Vehicle manufacturers strive for an increasingly efficient and faster development process. Although computer-aided engineering has made significant progress toward a fully virtual development process, a challenge remains in integrating human subjective feedback to fully close the virtual development loop. Subjective assessment of ride and driving characteristics are still very important traits of a passenger car. Moving-base driving simulators have the ability to introduce the human into the virtual development loop, thus enabling subjective assessment of virtual vehicle models. Such an introduction has the potential to significantly speed up the development process and at the same time save resources by avoiding physical testing and providing informed decisions in the early phase of vehicle development cycles. The challenge to do so lies in the possibility to evaluate a vehicle in a driving simulator, which is highly dependent on the motion cueing.

Motion cueing algorithms are used to map the vehicle motion into the confined workspace of a driving simulator. As of today, these algorithms are still often tuned and evaluated subjectively. The challenge with this approach is that it does not guarantee the fidelity of the cueing and it needs physical vehicles to be compared with. This work thus focuses on the objective development and evaluation of motion cueing, which potentially could enable high fidelity motion cueing in the early stages of the vehicle development process, when prototypes are not available. This is very important for winter testing since the testing is challenging with regards to ambient conditions, the limited testing season and the increasing need to speed up the development process.

The goal of this work is to move towards an objective approach to cueing evaluation based on physical models combining vehicle model, simulator, and human. Therefore, this thesis presents an objective methodology to motion cueing evaluation and development.

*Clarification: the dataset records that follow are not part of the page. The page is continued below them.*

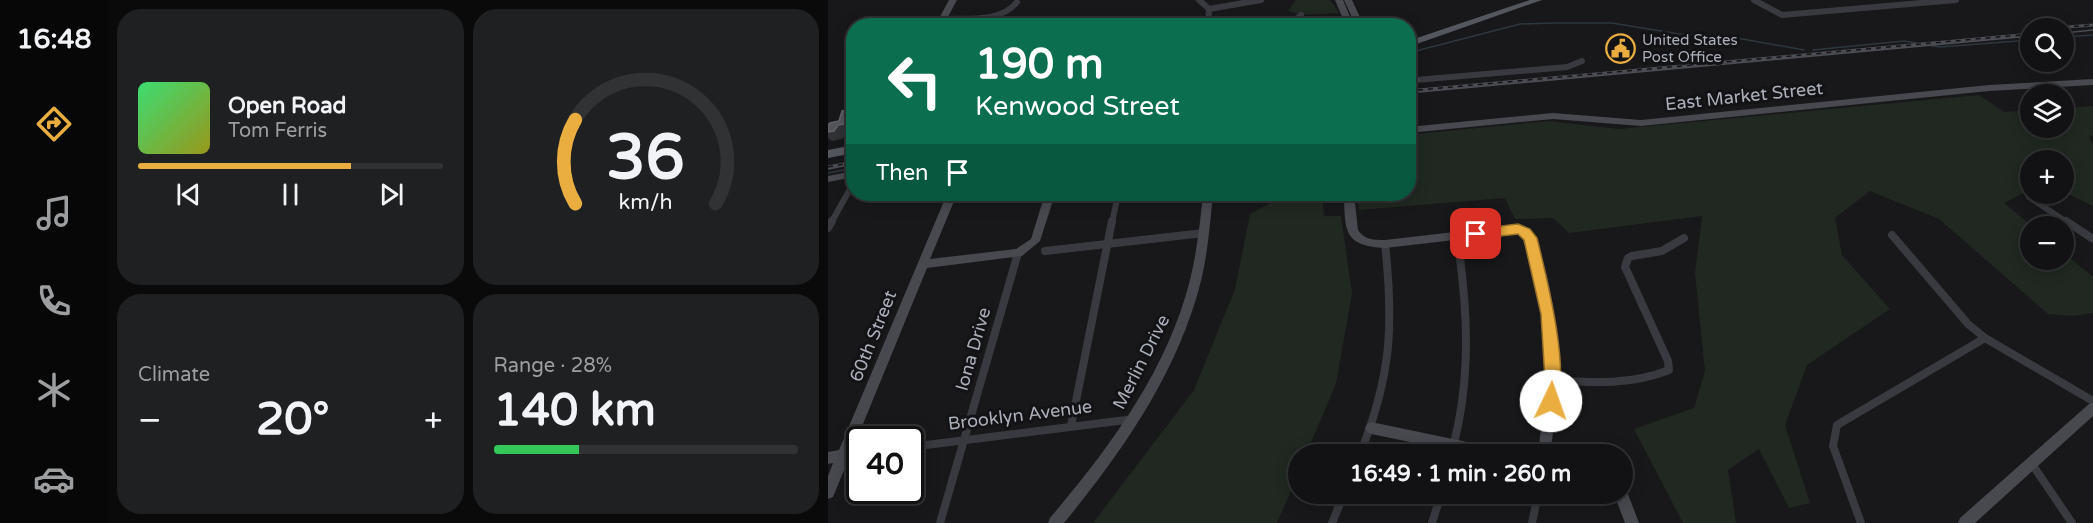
<!DOCTYPE html>
<html lang="en">
<head>
<meta charset="utf-8">
<style>
  body { margin:0; font-family:"Varela Round",sans-serif; background:#1f2022; color:#f1f3f6; height:100vh; display:flex; flex-direction:column; font-size:22px; white-space:nowrap }
  * { box-sizing:border-box; margin:0 }
  p { font-size:20px; color:#9c9ea0 }
  .icon { flex:none; width:33px; height:33px; fill:none; stroke:currentColor; stroke-width:2; stroke-linecap:round; stroke-linejoin:round }
  .map { position:relative; flex:1; overflow:hidden }
  .side { display:flex; flex-direction:column; gap:9px; padding:9px; background:#0a0a0b; width:720px }
  .side>* { flex:none }
  .guide { position:absolute; left:18px; top:18px; width:570px; height:183px; border-radius:24px; box-shadow:0 3px 15px #0003,0 0 0 2px #313234; background:#0b6e4f; color:#fff; overflow:hidden }
  .fabs { position:absolute; left:1192px; top:18px; display:grid; gap:12px }
  .fabs a { display:grid; place-items:center; width:54px; height:54px; border-radius:50%; background:#121214; box-shadow:0 3px 15px #0003,0 0 0 2px #313234; font-size:30px }
  .speed { position:absolute; left:18px; top:426px; display:flex; gap:12px; font-size:30px; font-weight:700; text-align:center }
  .speed>* { display:grid; place-content:center; width:78px; height:78px; border-radius:50%; background:#121214; box-shadow:0 3px 15px #0003,0 0 0 2px #313234; line-height:1 }
  .speed .limit { border:3px solid #111; border-radius:9px; background:#fff; color:#111 }
  .pin { position:absolute; display:grid; place-items:center; width:51px; height:51px; color:#fff; margin:-26px; border-radius:12px; box-shadow:0 3px 9px #0006 }
  .me { position:absolute; width:66px; margin:-33px; rotate:3deg; stroke-linejoin:round; filter:drop-shadow(0 0 4px #0008) }
  .turn { display:flex; align-items:center; gap:21px; height:126px; padding:0 30px; font-size:27px }
  .turn .icon { width:78px; height:78px; stroke-width:2.5 }
  .turn b { display:block; font-size:42px; line-height:51px }
  .then { display:flex; align-items:center; height:57px; padding:0 30px; background:#0003; gap:12px; font-size:22px }
  .big { font-size:45px; font-weight:700; line-height:1.1 }
  .side .tile { flex:1; display:flex; flex-direction:column; justify-content:center; gap:9px; min-width:0; padding:0 21px; border-radius:24px; background:#1f2022 }
  .side .dial { align-items:center; gap:0 }
  .dial svg { height:156px; overflow:visible; fill:none; stroke:#313234; stroke-width:7; stroke-linecap:round; text-anchor:middle }
  .dial text { fill:#f1f3f6; stroke:none }
  .song { display:flex; align-items:center; gap:18px }
  .cover { width:72px; height:72px; border-radius:9px; background:linear-gradient(135deg,hsl(140 70% 55%),hsl(60 70% 35%)) }
  .played { height:6px; border-radius:3px; background:linear-gradient(90deg,#eaae40 70%,#313234 70%) }
  .keys { display:flex; justify-content:space-around; direction:ltr }
  .heat { display:flex; justify-content:space-between; align-items:center; font-size:33px; direction:ltr }
  .charge { height:9px; border-radius:4px; background:linear-gradient(90deg,#34c759 28%,#313234 0) }
  .side .tiles { flex:1; display:grid; gap:9px; grid-template-columns:repeat(2,1fr) }
  .trip { position:absolute; left:460px; top:444px; width:345px; height:60px; border-radius:30px; background:#121214; box-shadow:0 3px 15px #0003,0 0 0 2px #313234; font-weight:700; line-height:60px; text-align:center }
  main { display:flex; flex:1; min-height:0 }
  .tab-bar { display:flex; flex-direction:column; width:108px; justify-content:space-around; align-items:center; background:#070708; color:#9c9ea0 }
  .tab-bar .icon { width:42px; height:42px }
  .tab-bar .selected { color:#eaae40 }
  .tab-bar b { font-size:27px; color:#f1f3f6 }
  .map>svg:first-child { display:block }
  .green { fill:#202821 }
  .lines { fill:none; stroke-linecap:round; stroke-linejoin:round }
  .stream { stroke:#2e373e; stroke-width:1.5 }
  .street-far1 { stroke:#393a3f; stroke-width:6 }
  .street { stroke:#393a3f; stroke-width:8 }
  .secondary { fill:#47494f; fill-rule:evenodd }
  .primary { fill:#55575e; fill-rule:evenodd }
  .tram { stroke:#4c4e54; stroke-width:1.5 }
  .rail-casing { stroke:#4c4e54; stroke-width:3 }
  .rail { stroke:#131315; stroke-width:1.5; stroke-dasharray:5; stroke-linecap:butt }
  .shaded-wall { fill:#313235 }
  .building { fill:#54555a; stroke:#626369; stroke-width:1.5 }
  .route { fill:#eaae40; stroke:#98712a; stroke-width:1.5 }
  .labels { text-anchor:middle; dominant-baseline:central; stroke-width:6; stroke-linejoin:round; paint-order:stroke }
  .far-poi-label { font-size:15px; fill:#abafb9; stroke:#131315; text-anchor:start }
  .street-label { font-size:18px; fill:#abafb9; stroke:#131315 }
</style>
</head>
<body>
<main>
<nav class="tab-bar">
<b>16:48</b>
<svg class="icon selected" aria-label="directions" viewBox="0 0 24 24"><path d="M12 3l9 9-9 9-9-9zM9 14v-3h6M13 9l2 2-2 2"/></svg>
<svg class="icon" aria-label="music" viewBox="0 0 24 24"><path d="M9 18V5l10-2v13"/><circle cx="6" cy="18" r="3"/><circle cx="16" cy="16" r="3"/></svg>
<svg class="icon" aria-label="phone" viewBox="0 0 24 24"><path d="M5 4h4l2 5-3 2q2 4 5 5l2-3 5 2v4C11 20 4 13 5 4z"/></svg>
<svg class="icon" aria-label="climate" viewBox="0 0 24 24"><path d="M12 3v18M4 7l16 10M4 17L20 7"/></svg>
<svg class="icon" aria-label="car" viewBox="0 0 24 24"><path d="M5 17H2v-5l4-1 3-4h7l3 4 3 1v5h-3M9 17h6M6 11h13"/><circle cx="7" cy="17" r="2"/><circle cx="17" cy="17" r="2"/></svg>
</nav>
<section class="side">
<div class="tiles">
<div class="tile">
<div class="song"><i class="cover"></i><div><b>Open Road</b><p>Tom Ferris</p></div></div>
<div class="played"></div>
<div class="keys"><svg class="icon" aria-label="previous" viewBox="0 0 24 24"><path d="M18 5L8 12l10 7zM5 5v14"/></svg><svg class="icon" aria-label="pause" viewBox="0 0 24 24"><path d="M8 5v14M16 5v14"/></svg><svg class="icon" aria-label="next" viewBox="0 0 24 24"><path d="M6 5l10 7-10 7zM19 5v14"/></svg></div>
</div>
<div class="tile dial"><svg viewBox="0 0 100 80">
<path d="M14 69A42 42 0 1 1 86 69"/>
<path d="M14 69A42 42 0 0 1 14 26" stroke="#eaae40"/>
<text x="50" y="56" font-size="32" font-weight="700">36</text>
<text x="50" y="72" font-size="11">km/h</text>
</svg></div>
<div class="tile"><p>Climate</p>
<div class="heat"><a>−</a><b class="big">20°</b><a>+</a></div>
</div>
<div class="tile"><p>Range · 28%</p><b class="big">140 km</b><div class="charge"></div></div>
</div>
</section>
<div class="map">
<svg width="1265" height="523" viewBox="0 0 1265 523">
  <rect width="100%" height="100%" fill="#18181a"/>
  <g class="green">
    <path d="M468,0H502L511,13L473,15L460,11Z"/>
    <path d="M1151,95L1176,112L1203,110V128H1236V108L1265,106V135L1261,137L1265,145V206L1236,192V160H1203V189L1176,203L1204,226L1203,260H1236V253L1265,277V313L1245,316L1220,314L1111,219L1042,191L1007,218L1014,255L1062,309L979,365L957,425L982,503L961,508L931,449L900,470L908,523H855L806,429L866,408L877,371L867,273L874,216L741,233L725,218L687,219L677,198L531,210L529,194H580L581,157L590,156L588,134L720,121L791,129Z"/>
    <path d="M456,194H494L496,216H513L524,293L508,384L478,454H471V472L449,523H265L366,390L407,289L422,214L452,198Z"/>
  </g>
  <g class="lines">
    <g class="stream">
      <path d="M1236,37L1265,35"/>
      <path d="M985,50L1076,41L1112,47L1203,40"/>
      <path d="M580,53L692,24L725,23H784L851,34L892,35L976,50"/>
      <path d="M0,173L26,168"/>
    </g>
    <g class="street-far1">
      <path d="M371,0L381,9L380,26"/>
      <path d="M926,0L954,15L1128,0"/>
      <path d="M381,9L433,0"/>
      <path d="M115,19C138,18 173,23 189,2"/>
      <path d="M461,26L473,15"/>
      <path d="M588,80L739,67L754,61"/>
      <path d="M1201,197L1240,223"/>
      <path d="M3,223L26,182"/>
      <path d="M284,223L290,194"/>
    </g>
    <g class="street">
      <path d="M1238,221L1265,239"/>
      <path d="M0,228L4,221"/>
      <path d="M1064,235L1140,324L1157,338L1265,401"/>
      <path d="M217,251L376,233"/>
      <path d="M725,380C764,383 805,385 841,370L840,361L797,267L800,258L804,256L834,251L856,238"/>
      <path d="M243,426L284,221"/>
      <path d="M82,447L306,419"/>
      <path d="M532,454C563,377 566,326 557,244"/>
      <path d="M623,454C644,381 640,310 629,236"/>
      <path d="M15,456L32,454"/>
      <path d="M1204,464L1244,523"/>
      <path d="M112,523L190,253"/>
      <path d="M504,523L516,494"/>
      <path d="M604,523L613,494"/>
      <path d="M704,523L710,494"/>
      <path d="M1033,523L1005,446L1009,425L1157,338"/>
    </g>
    <g class="secondary">
      <path d="M121,0H129L115,26H107Z"/>
      <path d="M507,0H515L526,26H518Z"/>
      <path d="M516,0H524L536,26H528Z"/>
      <path d="M580,76L591,78L592,80L588,83L580,82Z"/>
      <path d="M1265,79V85L1161,91L813,126L725,119L580,133V127L725,113L813,120L1161,85Z"/>
      <path d="M26,171V177L0,182V176Z"/>
      <path d="M119,194H129L102,259L188,249L203,239L217,194H227L212,241L194,256L99,268L5,497L0,499V476L5,463L0,464V452L11,450Z"/>
      <path d="M375,194H385C382,223 380,252 373,281C350,372 295,451 236,523H220L222,518C282,447 339,371 362,280C369,252 372,223 375,194Z"/>
      <path d="M516,194H526L530,230C536,240 546,240 557,240L687,225C693,227 699,228 704,232C711,238 713,253 715,262C734,326 732,390 722,454H710C720,374 723,316 698,238L687,233L557,248C515,246 517,230 516,194Z"/>
      <path d="M1265,402V416L1147,523H1130L1132,518L1261,404Z"/>
      <path d="M543,422L668,448L673,450L674,454H641L543,434L539,432L537,428L539,424Z"/>
      <path d="M795,488L798,489L811,523H797L786,494H795Z"/>
    </g>
    <g class="primary">
      <path d="M702,0H714L580,47V41Z"/>
      <path d="M26,145V153L0,158V150Z"/>
    </g>
    <g class="tram">
      <path d="M1236,33L1265,30"/>
      <path d="M580,93L1203,36"/>
      <path d="M0,169L26,164"/>
    </g>
    <defs>
      <g id="rail">
        <path d="M1226,28L1265,25"/>
        <path d="M580,91L1203,34"/>
        <path d="M0,167L26,162"/>
      </g>
    </defs>
    <use href="#rail" class="rail-casing"/>
    <use href="#rail" class="rail"/>
  </g>
  <path class="shaded-wall" d="M26,118V128L24,133L18,134L14,139L4,141L0,138V132L17,120Z"/>
  <path class="building" d="M26,109V118L17,120L16,124L10,125L6,131L0,132V125L2,123L11,121L14,111Z"/>
  <path class="route" d="M690,224L702,229L709,238C718,275 743,372 728,406L723,408L717,406L715,401L717,380L713,314L696,240L690,234L648,239L641,234L648,229Z"/>
  <defs>
    <symbol id="civic-ring" viewBox="-11 -11 22 22"><circle r="9.5" fill="#131315" stroke="#eaae40" stroke-width="1.5"/><path d="M-.6-6.5H3V-4.5H.6V-3L4-1V1h2V6H-6V1h2V-1L-.6-3ZM-1.2 2.5V6h2.4V2.5Z" fill="#eaae40"/></symbol>
  </defs>
  <g fill-rule="evenodd">
    <use href="#civic-ring" x="776" y="32" width="33" height="33"/>
  </g>
  <g class="labels">
    <g class="far-poi-label">
      <text x="814" y="40">United States<tspan x="814" dy="17">Post Office</tspan></text>
    </g>
    <g class="street-label">
      <text transform="translate(916 96) rotate(-6)">East Market Street</text>
      <text transform="translate(45 336) rotate(-68)">60th Street</text>
      <text transform="translate(145 349) rotate(-74)">Iona Drive</text>
      <text transform="translate(313 362) rotate(-63)">Merlin Drive</text>
      <text transform="translate(192 415) rotate(-7)">Brooklyn Avenue</text>
    </g>
  </g>
</svg>
<div class="fabs">
<a><svg class="icon" aria-label="search" viewBox="0 0 24 24"><circle cx="10" cy="10" r="6"/><path d="M15 15l6 6"/></svg></a>
<a><svg class="icon" aria-label="layers" viewBox="0 0 24 24"><path d="M12 4l9 5-9 5-9-5zM3 14l9 5 9-5"/></svg></a>
<a>+</a>
<a>−</a>
</div>
<div class="speed"><div class="limit">40</div></div>
<div class="pin" style="left:648px;top:234px;background:#d93025"><svg class="icon" aria-label="arrive" viewBox="0 0 24 24"><path d="M6 21V4h12l-3 4 3 4H6"/></svg></div>
<svg class="me" style="left:723px;top:401px" viewBox="-20 -20 40 40"><circle r="19" fill="#fff"/><path d="M0-13L10 11 0 6-10 11z" fill="#eaae40"/></svg>
<div class="trip">16:49 · 1 min · 260 m</div>
<div class="guide">
<div class="turn"><svg class="icon" aria-label="left" viewBox="0 0 24 24"><path d="M17 20v-9H6M10 6l-5 5 5 5"/></svg><div><b>190 m</b>Kenwood Street</div></div>
<div class="then">Then<svg class="icon" aria-label="arrive" viewBox="0 0 24 24"><path d="M6 21V4h12l-3 4 3 4H6"/></svg></div>
</div>
</div>
</main>
</body>
</html>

Based on the state-of-the-art review, this work addresses the need for simple linear models to evaluate the fidelity of motion cueing algorithms. The linear model is applied to the problem of positioning the longitudinal axis of rotation of the simulator cabin and shows promising results when compared to time series-based optimisation and subjective assessment. Furthermore, using the same model to improve the motion cueing by introducing tilt coordination shows that even though the immersion is improved, the tilt coordination changes the perceived vehicle characteristics. To objectively evaluate different yaw cueing strategies in winter conditions, a more detailed human model is introduced that extends the state-of-the-art vestibular organ models by introducing gaze stabilisation using a model of the vestibulo-collic reflex. The cueing evaluation indicates the potential of separating slip angle feedback from the high-pass filtering of motion cues, as well as the advantage of using the vehicle’s motion as a target for cueing optimisation rather than the human vestibular response in winter handling evaluation.

By addressing the inherent skewing of vehicle characteristics in motion cueing and suggesting improvements to the evaluation and cueing strategies, this work contributes to the possibility of virtually evaluating the vehicle dynamic characteristics in driving simulators under winter conditions.